Take fecal samples, check for parasites or viruses. It’s about animal welfare, but also about the people next door: “The gorillas are economically important for this area, because they have helped many people escape poverty. There is no longer any reason to go into the forest to hunt and so on To be able to feed the family. Or to cut trees for firewood. Because the community benefits a lot from tourism. ”
To keep it that way, Gladys helps organize village meetings around the park. Family planning or education are issues. But above all, health care. Gladys recalls: “Gorillas once got scabies when they left the park and went to the banana plantations. They got infected on the dirty clothes of a scarecrow. The baby gorillas died, the rest of them could be saved with medication Then it became clear to me: You cannot protect the gorillas without improving the health of the people next door. ”

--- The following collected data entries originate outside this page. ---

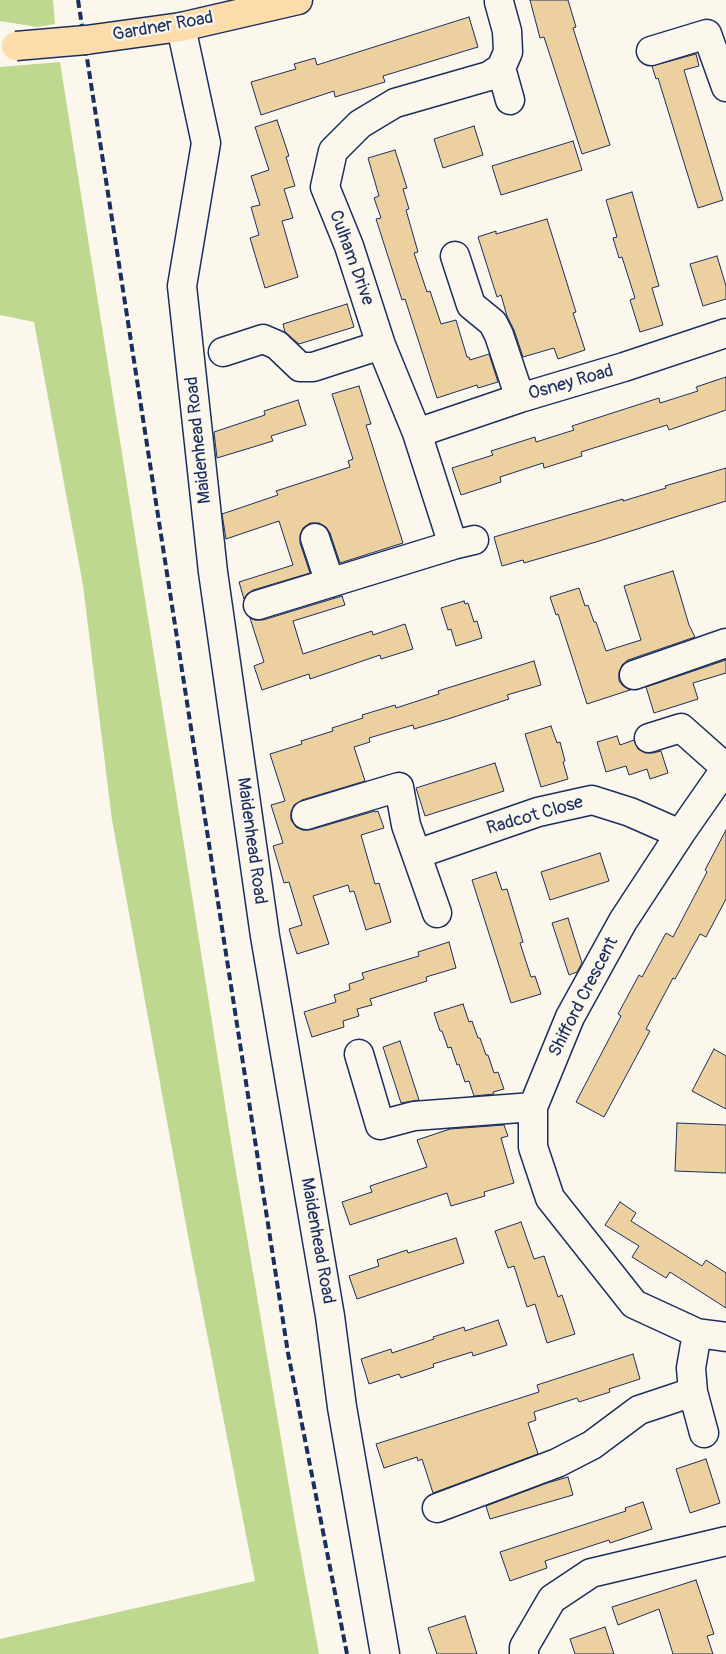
<!DOCTYPE html>
<html>
<head>
<meta charset="utf-8">
<style>
	body { margin:0 }
	canvas { display:block; background:#fbf7ec }
</style>
</head>
<body>
<canvas width="726" height="1654"></canvas>
<script>
const ctx = document.querySelector('canvas').getContext('2d');
ctx.lineJoin = 'round';
function paint(path, color) { ctx.fillStyle = color; ctx.fill(path, 'evenodd'); }
const toPath = rows => new Path2D(rows.map(r => 'M' + r).join(''));
function trace(path, color, width, dash) { ctx.strokeStyle = color; ctx.lineWidth = width; ctx.lineCap = dash ? 'butt' : 'round'; ctx.setLineDash(dash || []); ctx.stroke(path); }
function drawText(font, color, halo, rows, align = 'center') {
  ctx.font = font + ' Pangolin,sans-serif'; ctx.lineWidth = 4.5; ctx.setLineDash([]); ctx.textBaseline = 'middle'; ctx.strokeStyle = halo; ctx.fillStyle = color; for (const [text, x, y, turn = 0] of rows) {
    ctx.save(); ctx.translate(x, y); ctx.rotate((+turn || 0) * Math.PI / 180); ctx.textAlign = isNaN(turn) ? turn : align; if (halo) ctx.strokeText(text, 0, 0); ctx.fillText(text, 0, 0); ctx.restore();
  }
}
const green = toPath([
	[0,0,53,0,55,24,37,27,0,21],
	[60,62,232,1148,295,1522,319,1654,0,1654,0,1639,255,1581,188,1236,112,820,83,585,34,322,0,315,0,67]
]);
const building = toPath([
	[530,0,568,0,576,27,573,28,610,145,582,154,544,37,540,38,530,0],
	[469,17,478,47,383,76,385,82,335,97,334,91,261,115,251,82,296,69,294,64,315,58,317,65,469,17],
	[696,54,699,66,684,70,723,200,698,208,658,78,656,79,652,66,696,54],
	[277,120,289,156,286,157,295,186,284,189,293,218,282,221,298,277,265,288,250,238,259,235,251,207,260,205,251,176,269,170,255,127,277,120],
	[474,126,483,155,443,168,434,139,474,126],
	[573,141,582,170,501,195,492,166,573,141],
	[395,150,407,188,403,189,409,209,406,210,418,252,414,253,427,292,430,291,441,324,456,320,467,357,469,357,470,360,489,354,498,382,478,388,477,385,437,398,405,299,402,300,376,219,381,218,374,198,379,196,368,158,395,150],
	[632,192,659,286,652,288,663,325,640,332,630,300,635,298,622,257,619,258,613,238,617,237,606,200,632,192],
	[547,219,576,312,573,313,585,350,558,359,554,348,523,357,514,330,507,316,501,295,497,297,478,237,496,231,496,234,547,219],
	[717,256,726,286,726,299,703,306,690,264,717,256],
	[347,304,354,327,299,344,285,332,283,324,347,304],
	[726,377,726,410,669,430,667,425,600,446,581,452,582,456,544,468,543,463,500,477,501,482,461,495,452,468,493,455,491,451,535,437,536,442,574,430,572,426,659,398,660,403,698,391,696,387,726,377],
	[359,386,371,424,366,425,403,543,340,563,330,533,326,527,319,523,310,523,303,528,300,535,300,543,310,573,253,590,247,594,244,599,239,582,293,565,279,521,226,539,222,514,278,495,276,491,350,467,348,461,353,459,332,394,359,386],
	[298,400,306,425,271,436,273,441,217,458,214,432,265,415,264,411,298,400],
	[726,468,726,501,596,542,524,563,523,560,502,566,494,537,623,499,623,501,666,488,665,486,726,468],
	[673,571,689,625,695,637,628,660,622,665,619,673,619,681,623,686,630,690,587,704,558,614,556,615,550,597,579,588,585,606,588,605,594,622,596,622,606,651,641,640,624,586,673,571],
	[342,596,345,605,293,621,303,654,372,631,373,635,405,624,413,649,381,659,380,655,310,679,309,674,262,690,254,666,264,662,250,618,255,620,263,620,342,596],
	[464,601,465,604,468,603,474,622,477,621,482,638,456,646,451,629,448,630,441,608,464,601],
	[726,660,726,673,693,683,698,699,654,713,646,687,726,660],
	[534,661,541,685,507,695,509,699,448,719,414,729,413,725,369,738,370,742,354,747,365,781,302,800,294,805,291,812,291,820,296,827,303,830,310,830,375,811,375,812,378,811,384,828,361,835,375,884,379,883,391,922,366,930,354,891,350,892,348,885,313,896,329,944,297,954,289,929,302,925,289,882,284,883,273,846,283,843,271,805,285,801,270,754,302,744,301,741,333,731,332,728,363,718,362,715,395,705,396,708,439,694,438,691,534,661],
	[551,726,557,743,560,742,565,761,563,762,568,779,541,787,525,734,551,726],
	[617,736,620,745,634,740,638,749,645,753,653,753,661,751,668,773,650,779,647,769,629,775,626,766,606,772,597,742,617,736],
	[495,763,504,791,425,816,416,788,495,763],
	[726,830,726,899,706,937,700,934,675,979,673,978,646,1029,650,1031,604,1117,576,1102,621,1016,618,1014,639,975,642,977,666,933,673,937,707,872,705,870,726,830],
	[600,853,609,881,550,900,541,872,600,853],
	[496,872,502,890,507,889,523,942,520,943,531,977,535,976,541,994,511,1003,472,880,496,872],
	[568,918,582,963,577,972,569,975,552,923,568,918],
	[449,942,456,968,426,977,427,981,370,999,372,1005,357,1009,359,1016,343,1021,344,1027,312,1037,304,1012,336,1002,334,995,350,990,349,984,364,979,362,973,419,956,418,952,449,942],
	[463,1004,469,1022,472,1021,478,1038,480,1038,486,1055,488,1055,494,1073,498,1072,504,1089,493,1092,494,1094,474,1096,469,1081,465,1082,459,1064,457,1065,451,1047,448,1048,442,1031,440,1031,434,1013,463,1004],
	[400,1041,419,1100,401,1103,383,1047,400,1041],
	[714,1049,726,1056,726,1109,692,1091,714,1049],
	[677,1123,726,1125,726,1173,675,1171,677,1123],
	[504,1125,508,1136,501,1138,514,1183,484,1192,485,1196,451,1206,447,1193,350,1225,342,1202,372,1192,370,1186,427,1167,417,1140,450,1129,504,1125],
	[620,1202,636,1213,631,1221,702,1266,706,1260,726,1273,726,1308,670,1272,666,1278,632,1257,639,1246,605,1225,620,1202],
	[521,1222,534,1259,544,1256,558,1297,562,1295,575,1334,547,1343,535,1304,527,1307,514,1266,508,1268,495,1231,521,1222],
	[456,1238,464,1263,357,1299,349,1276,379,1266,377,1260,407,1250,408,1253,456,1238],
	[498,1320,507,1345,473,1356,472,1352,433,1364,434,1367,401,1378,399,1374,369,1384,361,1359,391,1349,392,1353,434,1339,433,1337,464,1327,465,1331,498,1320],
	[633,1354,640,1379,609,1389,610,1392,579,1402,577,1398,534,1412,536,1420,528,1423,538,1454,433,1493,422,1459,418,1461,417,1457,384,1468,376,1444,539,1392,537,1385,633,1354],
	[706,1459,720,1503,690,1513,676,1469,706,1459],
	[568,1477,573,1495,490,1519,486,1506,547,1483,568,1477],
	[643,1502,652,1529,610,1543,609,1540,545,1561,547,1568,510,1581,500,1552,626,1511,625,1508,643,1502],
	[696,1580,714,1634,707,1636,713,1654,673,1654,659,1609,618,1625,612,1607,696,1580],
	[465,1616,477,1654,437,1654,428,1628,465,1616],
	[605,1627,614,1654,575,1654,570,1639,605,1627]
]);
const minor = toPath([
	[181,27,206,143,182,286,213,572,265,936,330,1316,342,1407,385,1654],
	[651,51,707,34,726,87],
	[501,68,510,100],
	[455,256,471,305,493,323,499,335,520,398],
	[223,352,263,339,277,345,300,367,313,367,381,345],
	[417,433,520,398,624,367,726,333],
	[315,538,330,583],
	[453,545,417,433,381,345,349,246,325,187,333,151,360,124,395,103,489,76,501,68,508,52,507,31,499,2],
	[258,605,453,545,474,540],
	[634,675,726,643],
	[649,738,681,728,726,768],
	[726,768,680,834,623,921,570,1017,533,1107,533,1147,550,1198,634,1304,697,1333,726,1337],
	[306,815,399,787,406,825,437,913],
	[417,854,538,812,592,800,630,812,680,834],
	[359,1054,380,1125,414,1116,533,1107],
	[697,1333,691,1368,693,1392,704,1433],
	[437,1508,557,1463,592,1445,639,1410,693,1392],
	[524,1654,524,1647,552,1599,591,1573,726,1541]
]);
const major = toPath([
	[86,40,181,27,298,0]
]);
const rail = toPath([
	[78,0,288,1353,347,1654]
]);
const majorBridge = toPath([
	[16,46,86,40]
]);
const streetNames = [
	["Gardner Road",163,27,-10],
	["Culham Drive",351,258,70],
	["Osney Road",571,383,-16],
	["Maidenhead Road",199,440,-96],
	["Radcot Close",535,816,-16],
	["Maidenhead Road",251,841,82],
	["Shifford Crescent",584,997,-63],
	["Maidenhead Road",317,1241,80]
];
paint(green, '#bed88f');
paint(building, '#ecd0a0');
trace(building, '#1b2f5e', 1);
trace(minor, '#1b2f5e', 31);
trace(major, '#1b2f5e', 31);
trace(minor, '#fbf7ec', 28);
trace(major, '#fddcac', 28);
trace(rail, '#1b2f5e', 4, [8, 4]);
trace(majorBridge, '#1b2f5e', 31, []);
trace(majorBridge, '#fddcac', 28);
drawText('18px', '#1b2f5e', '#fbf7ec', streetNames);
</script>
</body>
</html>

Without tourism, important money is missing
But tourist money is also needed to help the population. Their number is controlled and severely limited in Bwindi. Visiting the gorillas is correspondingly expensive. But now hardly anyone comes – and therefore no money either. “All animal welfare efforts have come to a standstill due to a pandemic that is preventing travel. People are now realizing that such diseases are a major problem – for animal welfare as well as human health and tourism,” explains Gladys.
It has long been about more than just the survival of the mountain gorillas, says the researcher. It is about a secure future for all life.